Although it was an exciting, entrepreneurial experience for me, I still considered it a job and it wasn’t my own creation. I wanted to work on creating something that was mine and added massive value in the world, so I decided to work on my own venture in addition to my day job.
Then I would figure out what my job for the day would be (at a startup, you could be an R&D scientist, IT specialist, salesman, HR person, or secretary depending on the day) after the CTO would get to the whiteboard (8:30), work all day until about 4, go to the gym and be done by 6:30, go shopping for groceries in Noe Valley and be back home by 8:00, cook dinner and prepare tomorrow’s lunch by 9:00, and call family, friend or girlfriend (pick 1 of 3) for half an hour, and have only 2 hours to split between working on my business or having “me time” before going to bed so that I could start the new cycle over again in less than 6 hours.
Although I generally maintain an upbeat attitude, the whole situation began to seem unfair—I just didn’t have enough time! I wanted to do a fantastic job at my startup and learn more about being an entrepreneur, I wanted to successfully start up my own business without it taking so much time, and I wanted to have social life and live an exciting lifestyle.
On top of that there were all the little things—I wanted to leave genuine email messages for people rather than cursory, template 30 second responses. I wanted to have time to read the news and keep up with the world. I wanted time to just space out on my balcony. I wanted everything but I only had 24 hours in a day.
That said, Steve Jobs, Richard Branson, and Tim Ferriss, all only have 24 hours in a day as well, and yet have achieved so much and live amazing lives. There must be something that they’re able to do to accomplish so much despite having the same number of hours in the day that I do, and it can’t simply be having loads of money.
I picked up every resource I could find on time management and maximizing results in life, and I approached really successful entrepreneurs and asked how they did it. After much reading and conversations, I noticed a pattern in the strategies they practiced to make the best use of their time.
1. Learn to think in units of results and not time. I can’t tell you how many times I was worried about looking lazy in front of a boss or my peers so I wasted time just to be present in front of them and project a good image. Society likes to reward people for putting in a “good effort,” but as an entrepreneur, you need to leverage your efforts to produce the greatest results, not the most hours on the clock for your pay or to impress your superiors. Lastly, focus on the 1 or 2 tasks that offer the most leverage in reaching your results and do them first. Enormous amounts of time can be freed up by focusing on results.
2. Go for depth, not breadth. This should be funny coming from yours truly, someone who is easily distracted by shiny, fast objects and new business ideas. However, you need to think of each time you change your focus as a consumption of your will power as you adapt to a new setting or way of doing things. As you adapt, it takes time.

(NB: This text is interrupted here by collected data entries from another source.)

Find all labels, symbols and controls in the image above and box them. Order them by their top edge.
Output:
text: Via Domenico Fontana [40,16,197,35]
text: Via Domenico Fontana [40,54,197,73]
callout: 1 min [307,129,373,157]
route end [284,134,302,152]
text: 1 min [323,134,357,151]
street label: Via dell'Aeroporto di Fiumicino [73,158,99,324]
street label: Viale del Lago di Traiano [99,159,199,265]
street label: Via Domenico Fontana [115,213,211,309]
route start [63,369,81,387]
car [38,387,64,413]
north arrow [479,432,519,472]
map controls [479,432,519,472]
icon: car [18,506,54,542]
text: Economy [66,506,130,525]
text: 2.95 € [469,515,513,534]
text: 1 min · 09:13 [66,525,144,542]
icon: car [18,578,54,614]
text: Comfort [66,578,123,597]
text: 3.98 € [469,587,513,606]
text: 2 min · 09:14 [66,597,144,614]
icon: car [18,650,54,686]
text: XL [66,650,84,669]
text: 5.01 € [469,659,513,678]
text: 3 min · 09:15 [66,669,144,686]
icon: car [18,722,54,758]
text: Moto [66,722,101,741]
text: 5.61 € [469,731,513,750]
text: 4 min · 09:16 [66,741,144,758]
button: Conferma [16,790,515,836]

3. Get clear and clean “up there.” In your head, of course. When you get clear on your intention, and wipe out your own objections to what you want, you free a lot of the friction that works against your momentum toward your goals. Identifying your intentions and your goals also allows you to recognize opportunities that will get you to where you want to be faster.

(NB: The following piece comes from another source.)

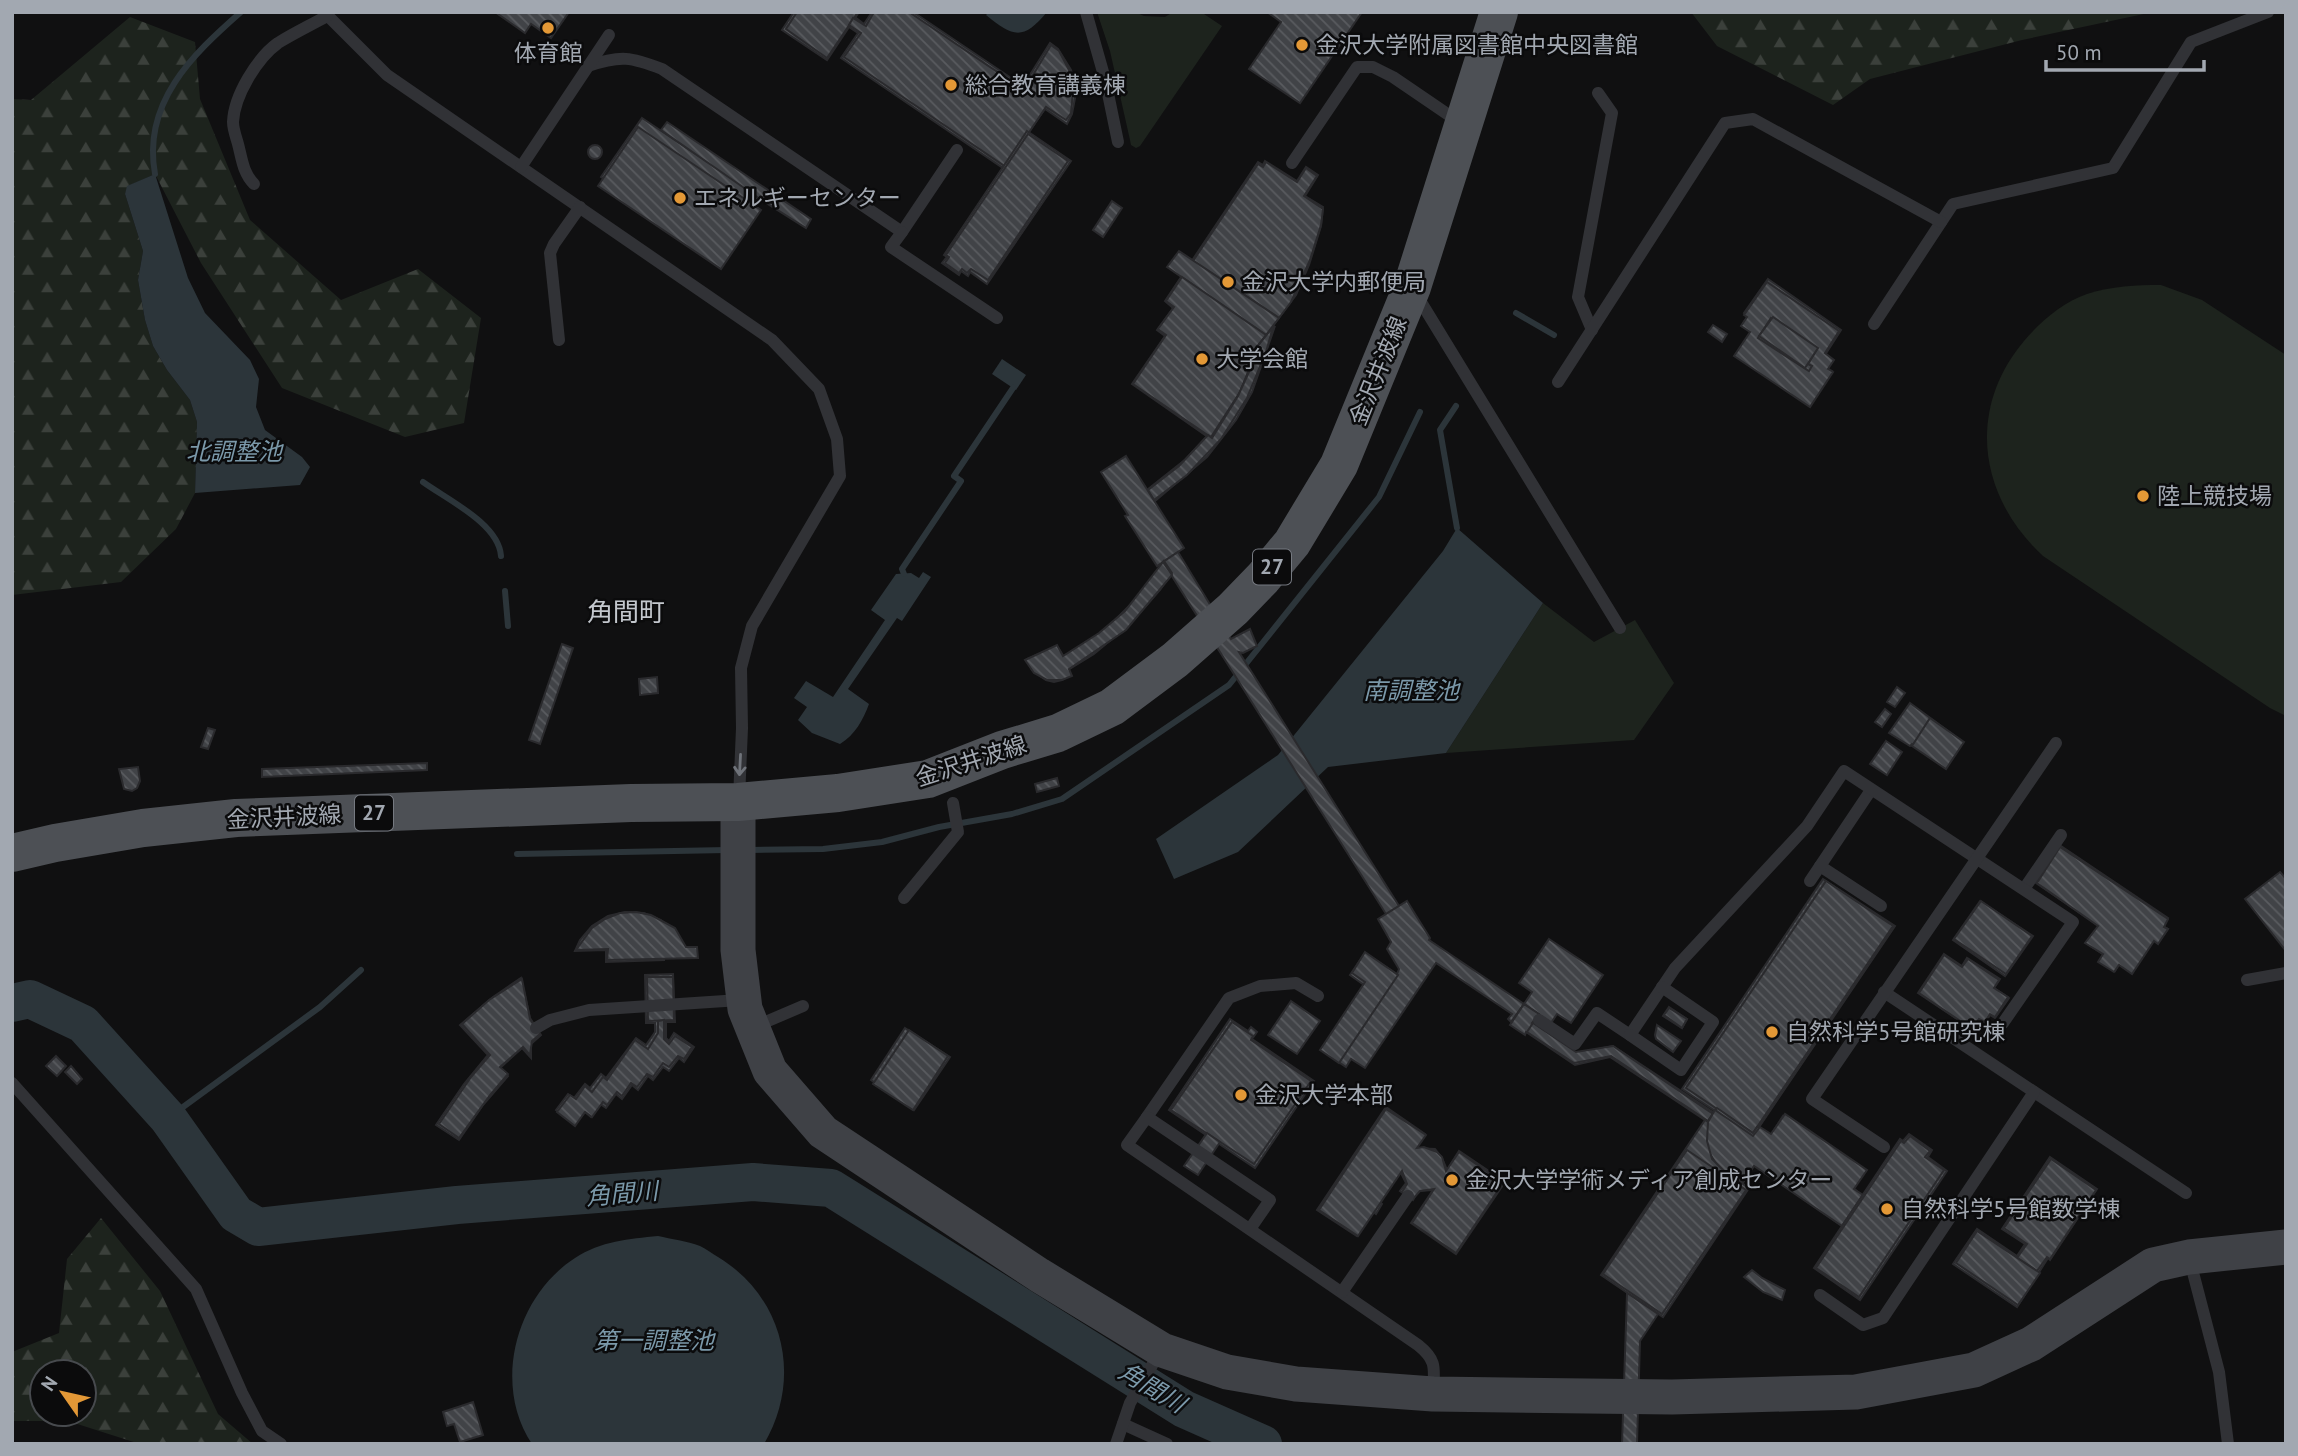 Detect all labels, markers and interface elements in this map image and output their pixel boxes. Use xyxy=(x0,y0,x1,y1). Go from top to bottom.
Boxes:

4. Look for synergies. Pick more things that align with your core goals. For example, I’m interested in both business and self-empowerment, and I like to surround myself with really fun, fascinating, motivated friends. Having all of these three requires work and time investment, but I combine them together to save time. The people I mastermind with for my business are motivated, sharp, accomplished people who have every aspect of their life together, and they are also outgoing, fun, genuine people that I can call my friends.
5. Clone yourself. There is a certain virtue of being self-reliant that is well-knit into our society, however you will never be able to get up to the next level by working alone. Figure out what tasks in your life don’t require your immediate presence and can be done by others and let them do it (read The Four Hour Workweek by Timothy Ferriss for more information on this).
I hope you’ve seen that the traditional principle of “time management” is a misnomer and getting all that you want in those finite 24 hours is a matter of leveraging your infinite resources. You can start a business while at your job AND live a fun lifestyle while you’re at it. Which of the five strategies can you use right now?